#### [How to complete this task]
Below is a block of records. Copy every line in it that contains the word "JSON".

#### [Record excerpts]
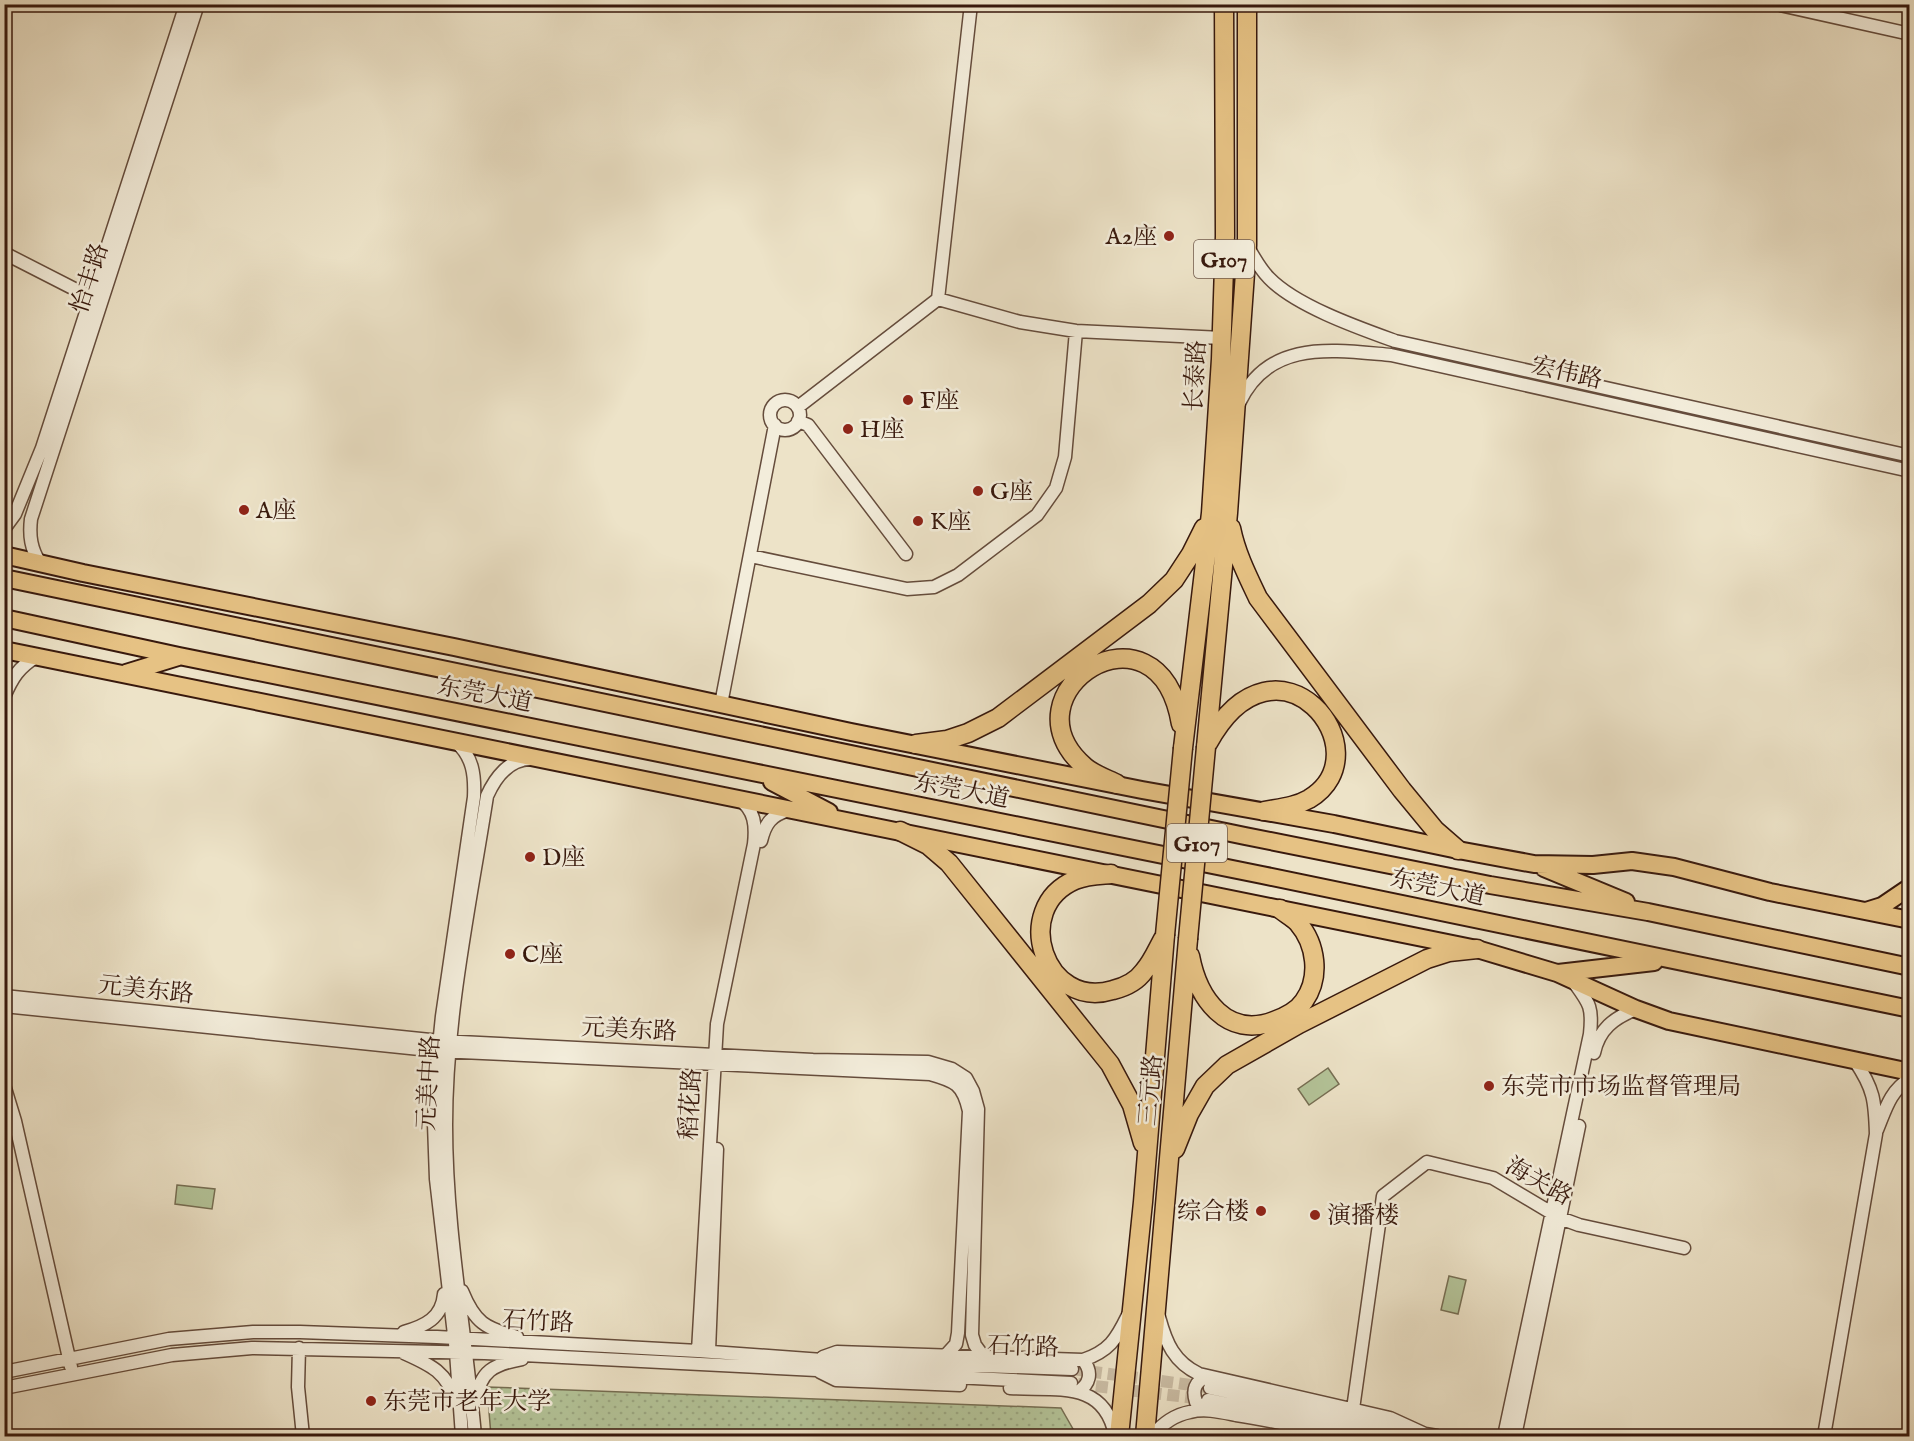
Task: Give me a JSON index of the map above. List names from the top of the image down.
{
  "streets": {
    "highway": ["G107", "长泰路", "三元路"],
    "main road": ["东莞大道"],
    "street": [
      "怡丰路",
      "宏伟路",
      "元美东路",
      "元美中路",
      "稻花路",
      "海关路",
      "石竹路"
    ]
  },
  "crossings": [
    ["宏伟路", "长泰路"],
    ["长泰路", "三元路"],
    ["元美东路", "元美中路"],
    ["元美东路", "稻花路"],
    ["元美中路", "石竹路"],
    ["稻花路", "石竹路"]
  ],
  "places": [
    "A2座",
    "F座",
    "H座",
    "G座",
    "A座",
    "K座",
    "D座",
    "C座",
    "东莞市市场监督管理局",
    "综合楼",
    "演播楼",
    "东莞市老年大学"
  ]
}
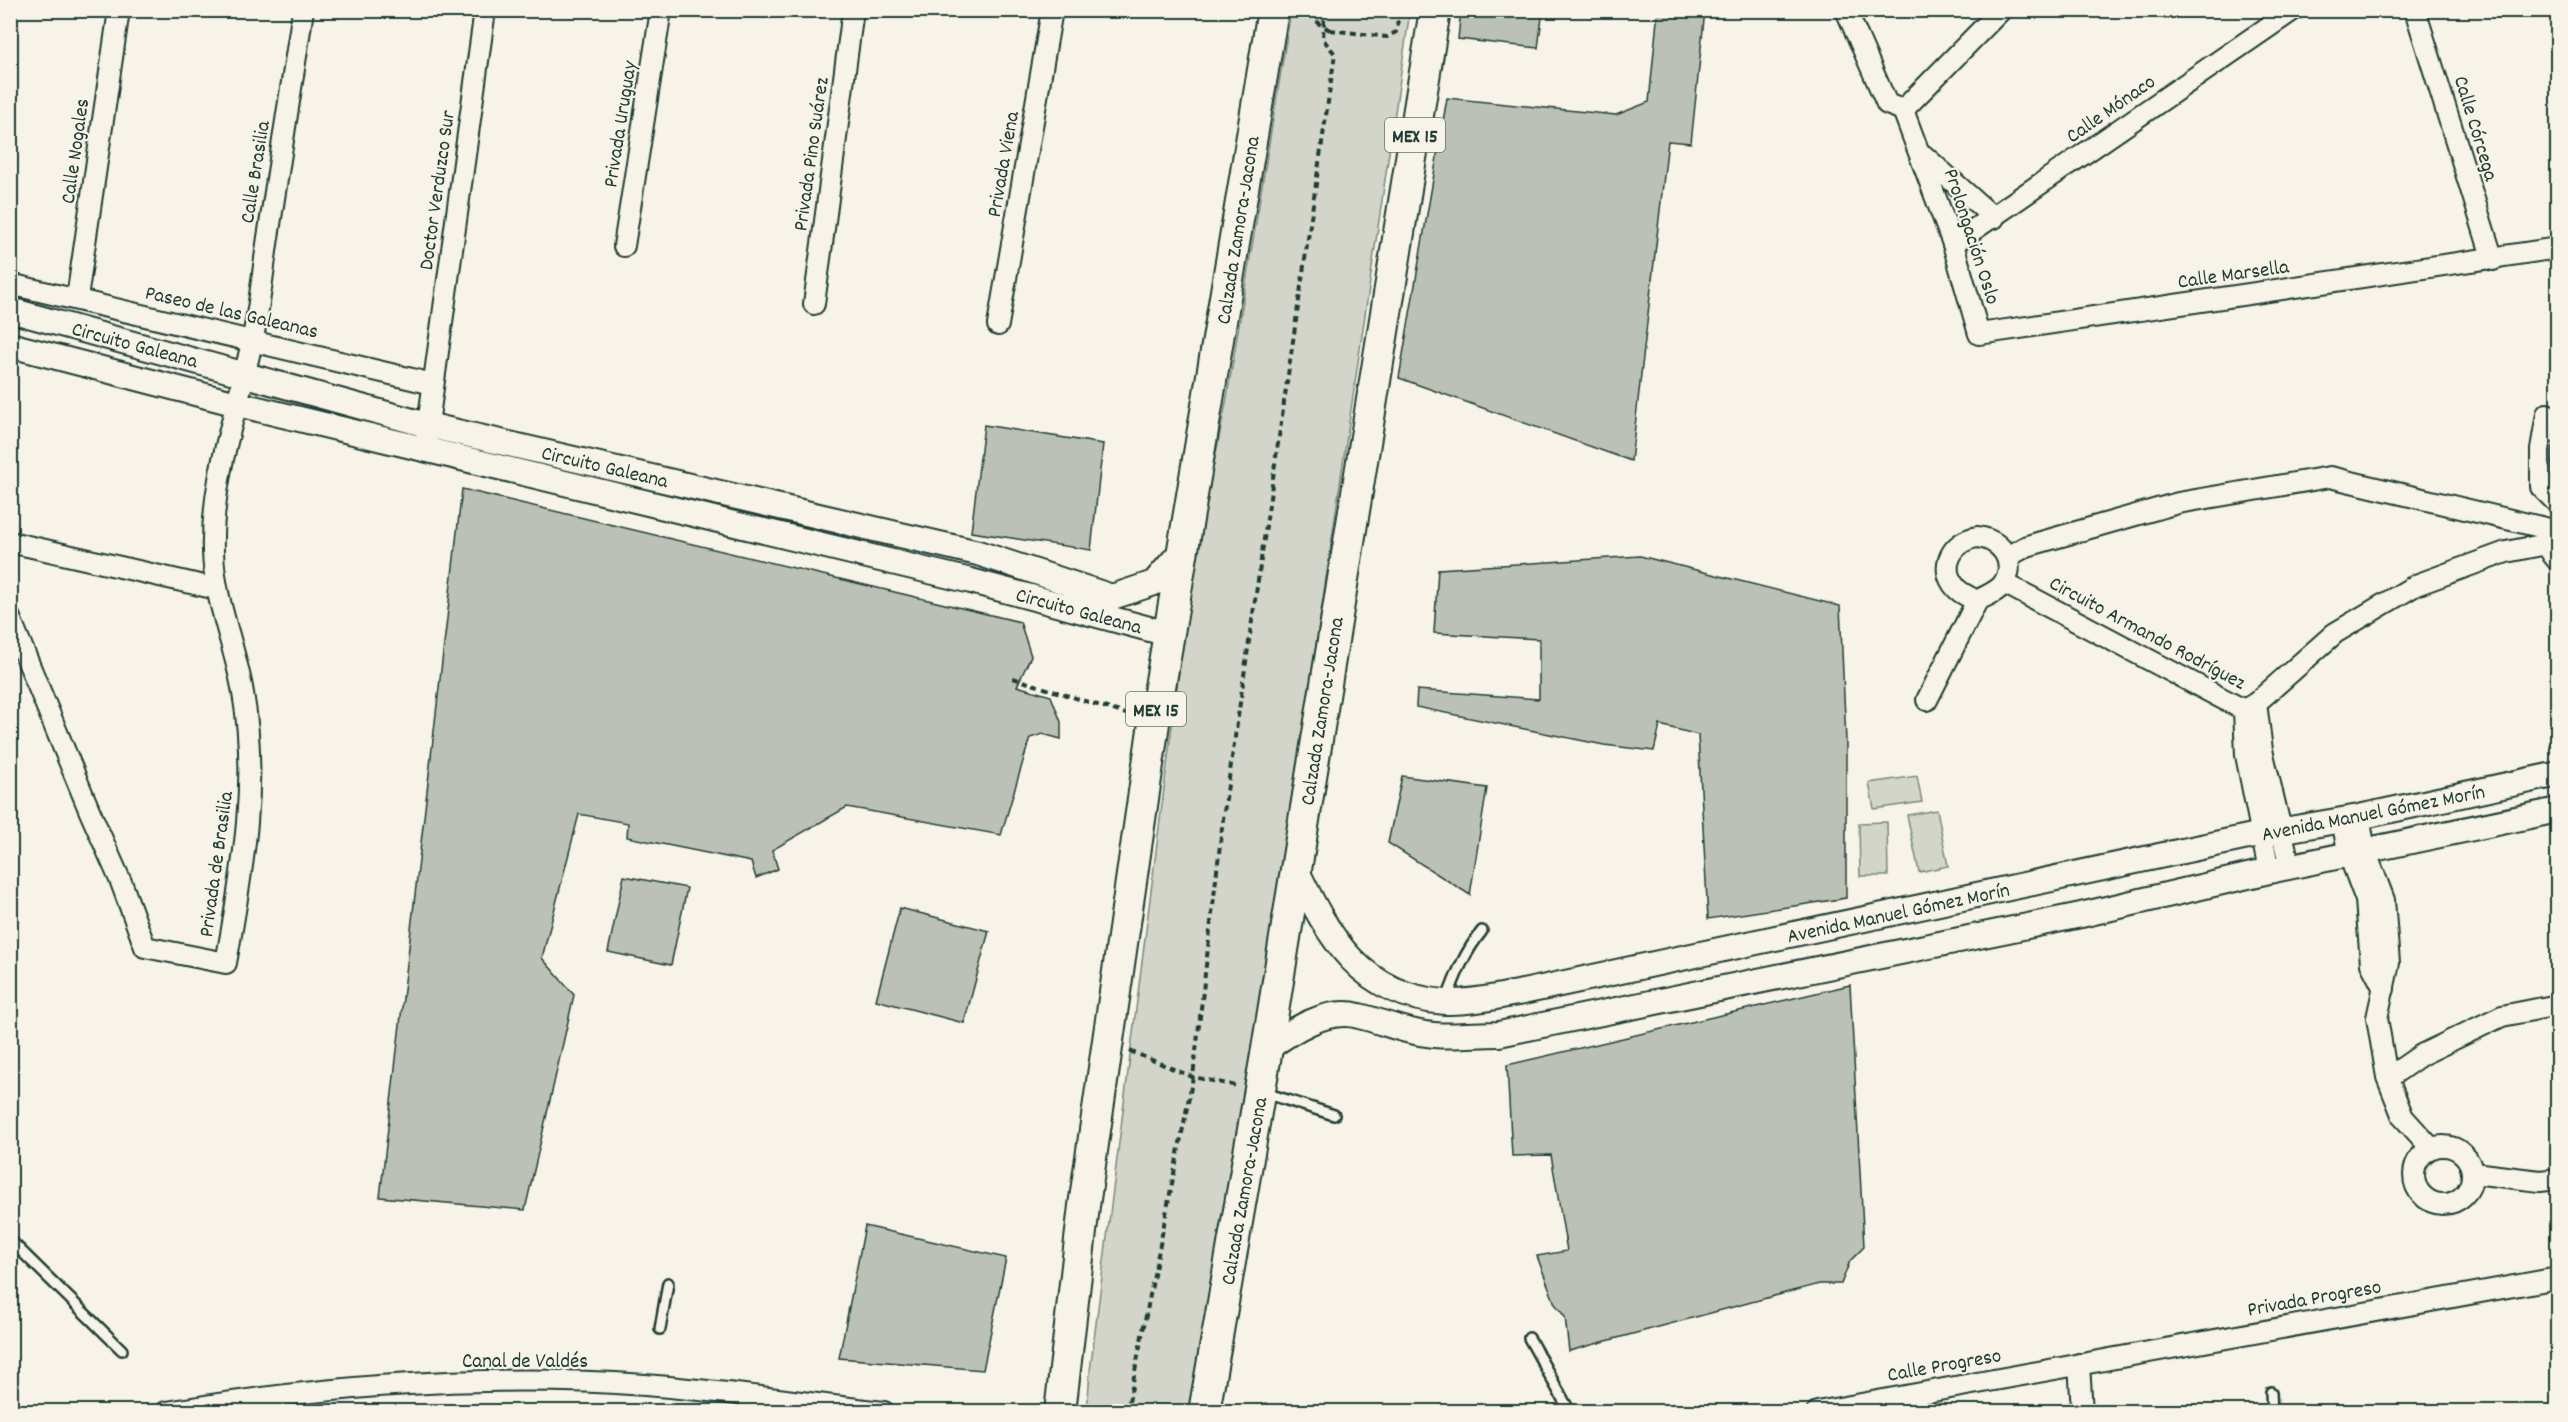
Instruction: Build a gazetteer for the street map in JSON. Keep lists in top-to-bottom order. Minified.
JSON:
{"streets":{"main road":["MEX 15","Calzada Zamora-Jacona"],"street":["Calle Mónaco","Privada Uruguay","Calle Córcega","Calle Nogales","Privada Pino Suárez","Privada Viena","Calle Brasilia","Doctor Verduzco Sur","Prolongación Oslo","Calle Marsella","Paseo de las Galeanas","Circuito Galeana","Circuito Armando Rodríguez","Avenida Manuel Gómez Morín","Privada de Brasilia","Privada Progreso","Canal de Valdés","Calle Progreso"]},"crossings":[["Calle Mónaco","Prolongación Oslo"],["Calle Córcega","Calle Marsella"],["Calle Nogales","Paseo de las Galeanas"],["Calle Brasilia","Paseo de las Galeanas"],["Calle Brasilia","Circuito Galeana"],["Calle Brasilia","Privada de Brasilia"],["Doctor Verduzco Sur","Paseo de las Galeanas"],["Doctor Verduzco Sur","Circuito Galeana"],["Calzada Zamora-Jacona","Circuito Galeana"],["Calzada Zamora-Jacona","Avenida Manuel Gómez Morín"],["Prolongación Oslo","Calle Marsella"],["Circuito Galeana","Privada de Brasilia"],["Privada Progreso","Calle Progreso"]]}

#### [Answer for this exercise]
Task: Give me a JSON index of the map above. List names from the top of the image down.
Instruction: Build a gazetteer for the street map in JSON. Keep lists in top-to-bottom order. Minified.
JSON:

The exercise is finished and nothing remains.